▶ [To do]: Scan the entries below and extract each line with the word "positions" in it.

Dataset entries
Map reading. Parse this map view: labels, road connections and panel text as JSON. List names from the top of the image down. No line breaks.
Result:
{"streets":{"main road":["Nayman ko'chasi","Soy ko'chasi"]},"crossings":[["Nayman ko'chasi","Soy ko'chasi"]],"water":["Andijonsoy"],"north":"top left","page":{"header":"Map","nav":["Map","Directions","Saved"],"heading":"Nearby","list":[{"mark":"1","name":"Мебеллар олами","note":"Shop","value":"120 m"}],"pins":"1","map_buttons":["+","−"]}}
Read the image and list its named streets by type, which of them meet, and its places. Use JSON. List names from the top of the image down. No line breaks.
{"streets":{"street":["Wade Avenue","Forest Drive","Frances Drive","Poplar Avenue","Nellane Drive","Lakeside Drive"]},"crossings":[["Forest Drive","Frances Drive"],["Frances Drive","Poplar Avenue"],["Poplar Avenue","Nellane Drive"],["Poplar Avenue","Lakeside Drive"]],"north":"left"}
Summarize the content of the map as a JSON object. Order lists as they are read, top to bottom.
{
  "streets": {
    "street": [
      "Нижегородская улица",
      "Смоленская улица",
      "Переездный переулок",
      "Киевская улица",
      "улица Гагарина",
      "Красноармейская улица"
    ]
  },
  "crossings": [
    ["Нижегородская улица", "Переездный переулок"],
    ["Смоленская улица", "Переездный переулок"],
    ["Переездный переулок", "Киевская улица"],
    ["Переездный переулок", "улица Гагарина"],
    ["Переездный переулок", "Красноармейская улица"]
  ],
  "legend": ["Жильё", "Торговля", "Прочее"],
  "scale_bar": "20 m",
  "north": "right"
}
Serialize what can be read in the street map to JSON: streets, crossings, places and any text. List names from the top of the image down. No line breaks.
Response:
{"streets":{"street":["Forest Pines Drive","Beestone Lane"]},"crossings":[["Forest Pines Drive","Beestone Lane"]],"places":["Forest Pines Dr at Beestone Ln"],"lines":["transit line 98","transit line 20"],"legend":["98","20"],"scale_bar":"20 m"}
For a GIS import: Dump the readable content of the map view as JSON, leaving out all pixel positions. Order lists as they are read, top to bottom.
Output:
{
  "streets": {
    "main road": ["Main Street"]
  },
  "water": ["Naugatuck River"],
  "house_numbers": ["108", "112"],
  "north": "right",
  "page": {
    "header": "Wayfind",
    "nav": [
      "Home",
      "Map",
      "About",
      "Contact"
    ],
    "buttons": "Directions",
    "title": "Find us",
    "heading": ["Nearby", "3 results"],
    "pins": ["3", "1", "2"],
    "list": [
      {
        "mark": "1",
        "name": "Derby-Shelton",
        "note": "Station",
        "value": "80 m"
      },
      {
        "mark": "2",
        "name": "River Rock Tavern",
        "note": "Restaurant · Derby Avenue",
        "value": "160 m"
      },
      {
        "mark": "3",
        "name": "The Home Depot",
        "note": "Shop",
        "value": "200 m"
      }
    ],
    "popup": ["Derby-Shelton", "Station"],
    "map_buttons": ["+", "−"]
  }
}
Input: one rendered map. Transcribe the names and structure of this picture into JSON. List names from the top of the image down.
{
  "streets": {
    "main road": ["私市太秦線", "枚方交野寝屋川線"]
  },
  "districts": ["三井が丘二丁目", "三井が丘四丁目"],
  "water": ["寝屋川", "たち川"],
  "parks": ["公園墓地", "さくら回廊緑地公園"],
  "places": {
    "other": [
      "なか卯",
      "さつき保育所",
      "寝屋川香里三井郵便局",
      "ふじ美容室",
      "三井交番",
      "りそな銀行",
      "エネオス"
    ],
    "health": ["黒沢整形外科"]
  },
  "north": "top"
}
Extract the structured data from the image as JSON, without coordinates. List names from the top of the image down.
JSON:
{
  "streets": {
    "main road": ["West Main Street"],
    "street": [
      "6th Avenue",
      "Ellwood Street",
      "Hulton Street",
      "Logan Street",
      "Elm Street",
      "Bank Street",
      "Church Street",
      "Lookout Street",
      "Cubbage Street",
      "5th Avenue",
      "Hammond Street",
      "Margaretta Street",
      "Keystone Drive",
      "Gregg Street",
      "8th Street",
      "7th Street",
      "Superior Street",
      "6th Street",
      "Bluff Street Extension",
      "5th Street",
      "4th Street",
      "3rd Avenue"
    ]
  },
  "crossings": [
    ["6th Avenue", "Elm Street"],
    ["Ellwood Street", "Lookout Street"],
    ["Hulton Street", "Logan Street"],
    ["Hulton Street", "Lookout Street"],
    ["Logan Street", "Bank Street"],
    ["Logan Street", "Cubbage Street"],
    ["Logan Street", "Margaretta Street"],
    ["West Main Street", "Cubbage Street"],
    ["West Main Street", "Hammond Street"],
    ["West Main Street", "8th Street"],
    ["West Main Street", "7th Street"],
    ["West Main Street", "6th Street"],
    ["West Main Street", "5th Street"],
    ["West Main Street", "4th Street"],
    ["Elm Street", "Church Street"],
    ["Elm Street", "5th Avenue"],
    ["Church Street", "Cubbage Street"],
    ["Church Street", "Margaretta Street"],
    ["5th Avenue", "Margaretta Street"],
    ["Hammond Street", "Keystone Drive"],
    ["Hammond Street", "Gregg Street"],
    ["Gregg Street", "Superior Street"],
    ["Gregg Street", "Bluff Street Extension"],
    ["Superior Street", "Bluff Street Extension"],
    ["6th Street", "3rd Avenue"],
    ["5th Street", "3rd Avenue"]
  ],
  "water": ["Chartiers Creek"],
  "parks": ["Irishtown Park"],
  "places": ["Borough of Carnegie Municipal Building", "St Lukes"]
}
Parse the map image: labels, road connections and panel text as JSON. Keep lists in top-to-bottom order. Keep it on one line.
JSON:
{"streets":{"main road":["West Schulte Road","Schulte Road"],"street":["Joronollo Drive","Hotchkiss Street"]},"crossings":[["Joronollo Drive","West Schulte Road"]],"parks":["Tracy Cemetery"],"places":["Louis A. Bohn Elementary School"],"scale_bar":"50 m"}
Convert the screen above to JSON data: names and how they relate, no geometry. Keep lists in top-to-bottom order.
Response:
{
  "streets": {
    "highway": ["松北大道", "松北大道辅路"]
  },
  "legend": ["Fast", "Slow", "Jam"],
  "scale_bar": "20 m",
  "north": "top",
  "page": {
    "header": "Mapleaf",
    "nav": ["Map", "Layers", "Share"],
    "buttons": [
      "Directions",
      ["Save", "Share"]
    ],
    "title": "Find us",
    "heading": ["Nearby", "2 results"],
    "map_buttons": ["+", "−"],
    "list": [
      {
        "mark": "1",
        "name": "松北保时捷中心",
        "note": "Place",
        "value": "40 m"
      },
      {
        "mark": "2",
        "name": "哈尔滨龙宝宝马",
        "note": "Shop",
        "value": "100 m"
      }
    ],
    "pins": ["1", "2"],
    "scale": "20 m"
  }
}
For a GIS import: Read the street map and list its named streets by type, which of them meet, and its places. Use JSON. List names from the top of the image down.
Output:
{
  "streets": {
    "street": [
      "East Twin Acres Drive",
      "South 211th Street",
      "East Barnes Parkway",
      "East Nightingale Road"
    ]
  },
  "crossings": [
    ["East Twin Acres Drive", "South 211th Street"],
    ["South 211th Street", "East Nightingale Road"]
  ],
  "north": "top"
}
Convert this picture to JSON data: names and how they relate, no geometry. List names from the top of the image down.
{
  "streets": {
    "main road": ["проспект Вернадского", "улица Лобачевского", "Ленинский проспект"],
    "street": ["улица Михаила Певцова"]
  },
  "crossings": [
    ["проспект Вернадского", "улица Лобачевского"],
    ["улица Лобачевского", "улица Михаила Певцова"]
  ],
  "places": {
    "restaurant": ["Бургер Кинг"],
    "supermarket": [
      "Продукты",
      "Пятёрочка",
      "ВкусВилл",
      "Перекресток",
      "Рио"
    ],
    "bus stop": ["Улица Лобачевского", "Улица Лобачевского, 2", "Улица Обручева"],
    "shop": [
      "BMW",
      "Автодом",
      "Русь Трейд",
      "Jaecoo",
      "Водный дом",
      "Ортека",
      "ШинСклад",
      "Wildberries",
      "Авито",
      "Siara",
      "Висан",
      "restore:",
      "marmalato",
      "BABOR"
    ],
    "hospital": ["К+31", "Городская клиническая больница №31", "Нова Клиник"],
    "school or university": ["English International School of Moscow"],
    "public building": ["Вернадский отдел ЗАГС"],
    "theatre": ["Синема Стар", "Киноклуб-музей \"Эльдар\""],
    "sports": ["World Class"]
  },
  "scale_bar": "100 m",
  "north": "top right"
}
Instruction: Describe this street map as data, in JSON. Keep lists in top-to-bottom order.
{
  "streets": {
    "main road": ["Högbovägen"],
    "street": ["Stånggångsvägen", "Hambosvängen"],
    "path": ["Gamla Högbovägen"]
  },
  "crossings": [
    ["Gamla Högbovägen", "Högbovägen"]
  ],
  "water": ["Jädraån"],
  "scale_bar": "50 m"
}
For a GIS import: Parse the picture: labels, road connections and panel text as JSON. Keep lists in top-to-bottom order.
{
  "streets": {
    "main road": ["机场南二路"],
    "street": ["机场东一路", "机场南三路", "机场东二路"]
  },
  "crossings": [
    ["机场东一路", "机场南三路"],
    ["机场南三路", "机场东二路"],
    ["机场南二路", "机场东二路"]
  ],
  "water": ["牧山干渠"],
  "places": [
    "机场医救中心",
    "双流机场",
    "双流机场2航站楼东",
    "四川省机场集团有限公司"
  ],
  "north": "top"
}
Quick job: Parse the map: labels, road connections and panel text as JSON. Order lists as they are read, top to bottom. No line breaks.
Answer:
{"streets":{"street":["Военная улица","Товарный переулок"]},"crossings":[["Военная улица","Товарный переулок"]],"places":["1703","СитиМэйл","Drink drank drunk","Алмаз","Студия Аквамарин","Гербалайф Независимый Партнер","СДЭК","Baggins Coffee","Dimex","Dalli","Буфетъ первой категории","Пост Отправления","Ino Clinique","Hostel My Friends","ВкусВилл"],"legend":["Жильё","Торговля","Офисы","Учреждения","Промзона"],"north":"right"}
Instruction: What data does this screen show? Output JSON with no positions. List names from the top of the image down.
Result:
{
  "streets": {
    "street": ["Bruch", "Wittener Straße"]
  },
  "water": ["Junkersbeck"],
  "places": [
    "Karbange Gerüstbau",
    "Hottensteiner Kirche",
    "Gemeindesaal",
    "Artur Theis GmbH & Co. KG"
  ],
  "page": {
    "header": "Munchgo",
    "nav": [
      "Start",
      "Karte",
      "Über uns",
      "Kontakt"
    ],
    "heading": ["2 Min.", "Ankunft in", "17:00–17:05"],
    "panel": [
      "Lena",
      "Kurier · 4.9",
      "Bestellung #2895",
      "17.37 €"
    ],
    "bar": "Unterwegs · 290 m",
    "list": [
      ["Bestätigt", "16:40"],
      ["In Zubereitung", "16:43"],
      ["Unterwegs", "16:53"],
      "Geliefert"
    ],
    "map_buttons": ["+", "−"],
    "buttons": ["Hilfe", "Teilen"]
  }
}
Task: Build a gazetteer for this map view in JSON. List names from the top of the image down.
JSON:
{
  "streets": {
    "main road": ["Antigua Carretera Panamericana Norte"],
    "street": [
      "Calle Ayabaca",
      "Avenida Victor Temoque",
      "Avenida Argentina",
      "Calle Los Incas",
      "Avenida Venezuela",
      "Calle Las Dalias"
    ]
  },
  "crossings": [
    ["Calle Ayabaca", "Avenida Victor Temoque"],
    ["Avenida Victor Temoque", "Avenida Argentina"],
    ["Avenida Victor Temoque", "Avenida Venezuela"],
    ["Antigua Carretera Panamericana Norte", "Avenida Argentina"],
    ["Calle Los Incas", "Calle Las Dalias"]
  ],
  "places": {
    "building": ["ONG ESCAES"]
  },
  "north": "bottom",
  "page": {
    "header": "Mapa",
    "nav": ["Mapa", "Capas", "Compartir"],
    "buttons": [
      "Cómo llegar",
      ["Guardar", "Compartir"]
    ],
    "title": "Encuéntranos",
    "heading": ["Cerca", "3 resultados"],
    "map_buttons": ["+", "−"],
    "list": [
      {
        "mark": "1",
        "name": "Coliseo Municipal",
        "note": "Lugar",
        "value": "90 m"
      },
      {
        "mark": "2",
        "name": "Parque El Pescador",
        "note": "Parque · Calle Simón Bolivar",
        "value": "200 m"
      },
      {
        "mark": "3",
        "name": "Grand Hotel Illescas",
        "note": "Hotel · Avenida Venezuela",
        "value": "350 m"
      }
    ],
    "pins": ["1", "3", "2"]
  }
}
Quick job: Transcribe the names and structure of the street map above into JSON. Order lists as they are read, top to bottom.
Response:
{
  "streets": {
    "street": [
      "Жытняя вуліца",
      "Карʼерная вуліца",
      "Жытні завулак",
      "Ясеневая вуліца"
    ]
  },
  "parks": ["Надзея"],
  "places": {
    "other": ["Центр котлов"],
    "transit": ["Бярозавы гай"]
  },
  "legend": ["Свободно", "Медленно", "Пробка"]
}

▶ [Problem solution]:
For a GIS import: Dump the readable content of the map view as JSON, leaving out all pixel positions. Order lists as they are read, top to bottom.
Instruction: What data does this screen show? Output JSON with no positions. List names from the top of the image down.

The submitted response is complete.